PROVIDED RECORDS:
================================

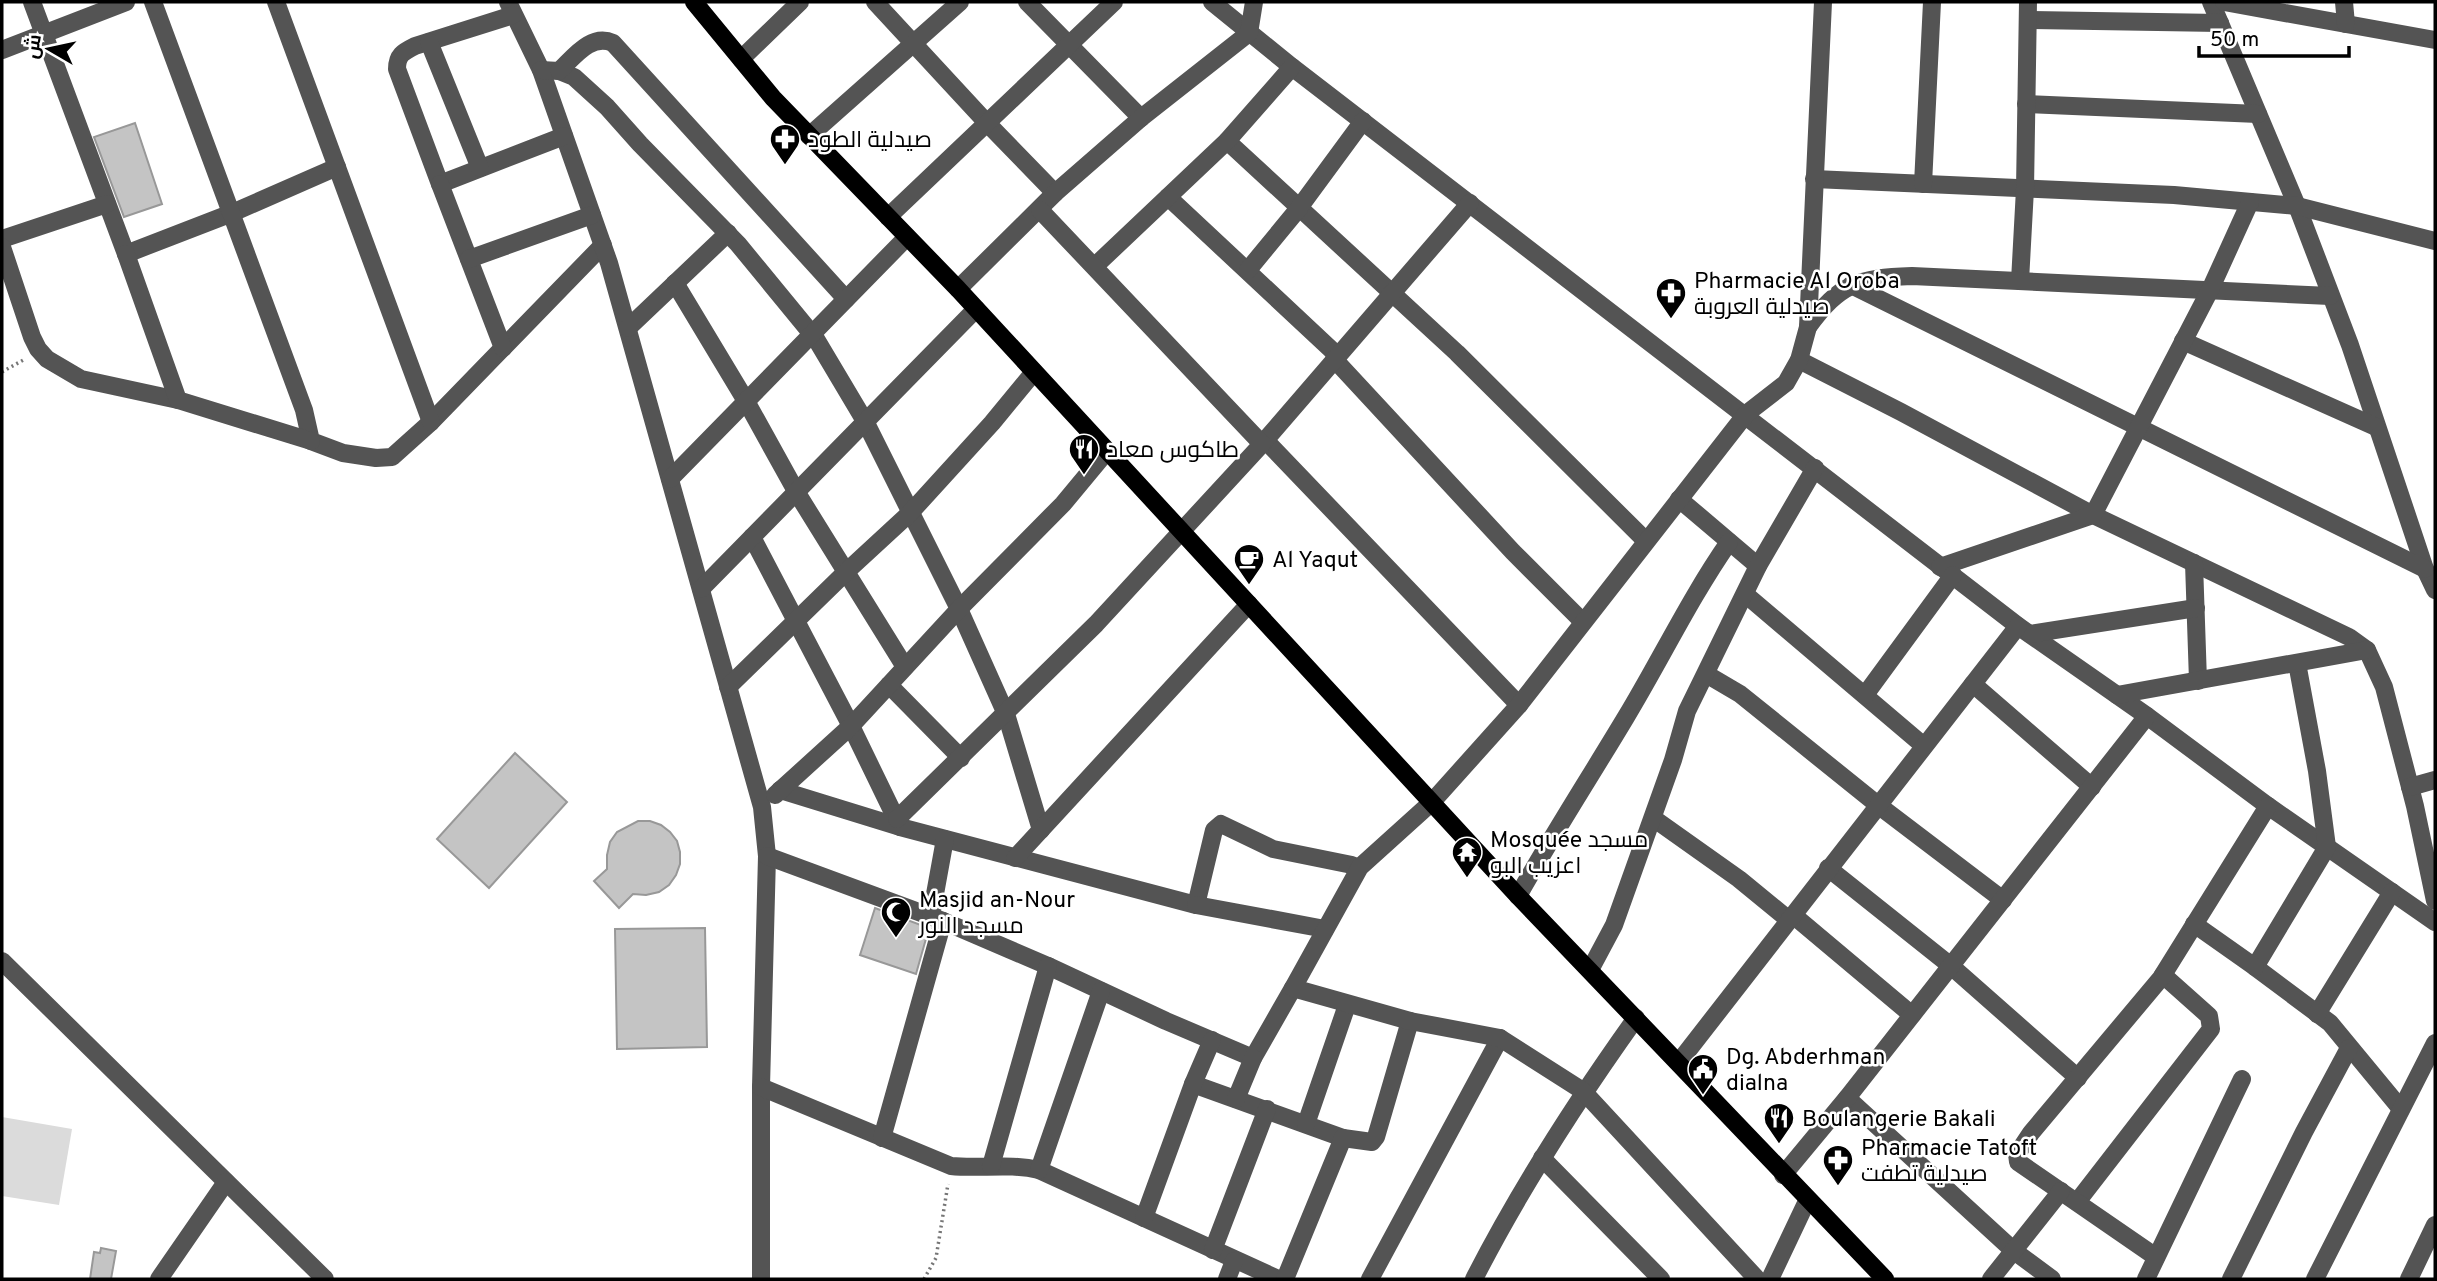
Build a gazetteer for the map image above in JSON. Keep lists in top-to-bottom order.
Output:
{
  "places": {
    "pharmacy": ["صيدلية الطود", "Pharmacie Al Oroba صيدلية العروبة", "Pharmacie Tatoft صيدلية تطفت"],
    "restaurant": ["طاكوس معاد", "Boulangerie Bakali"],
    "cafe": ["Al Yaqut"],
    "temple": ["Mosquée مسجد اعزيب البو"],
    "mosque": ["Masjid an-Nour مسجد النور"],
    "public building": ["Dg. Abderhman dialna"]
  },
  "scale_bar": "50 m",
  "north": "left"
}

================================

TRY IT: Each record above must be retyped exactly. Omit the pictures.

ANSWER:
Build a gazetteer for the map image above in JSON. Keep lists in top-to-bottom order.
Output:
{
  "places": {
    "pharmacy": ["صيدلية الطود", "Pharmacie Al Oroba صيدلية العروبة", "Pharmacie Tatoft صيدلية تطفت"],
    "restaurant": ["طاكوس معاد", "Boulangerie Bakali"],
    "cafe": ["Al Yaqut"],
    "temple": ["Mosquée مسجد اعزيب البو"],
    "mosque": ["Masjid an-Nour مسجد النور"],
    "public building": ["Dg. Abderhman dialna"]
  },
  "scale_bar": "50 m",
  "north": "left"
}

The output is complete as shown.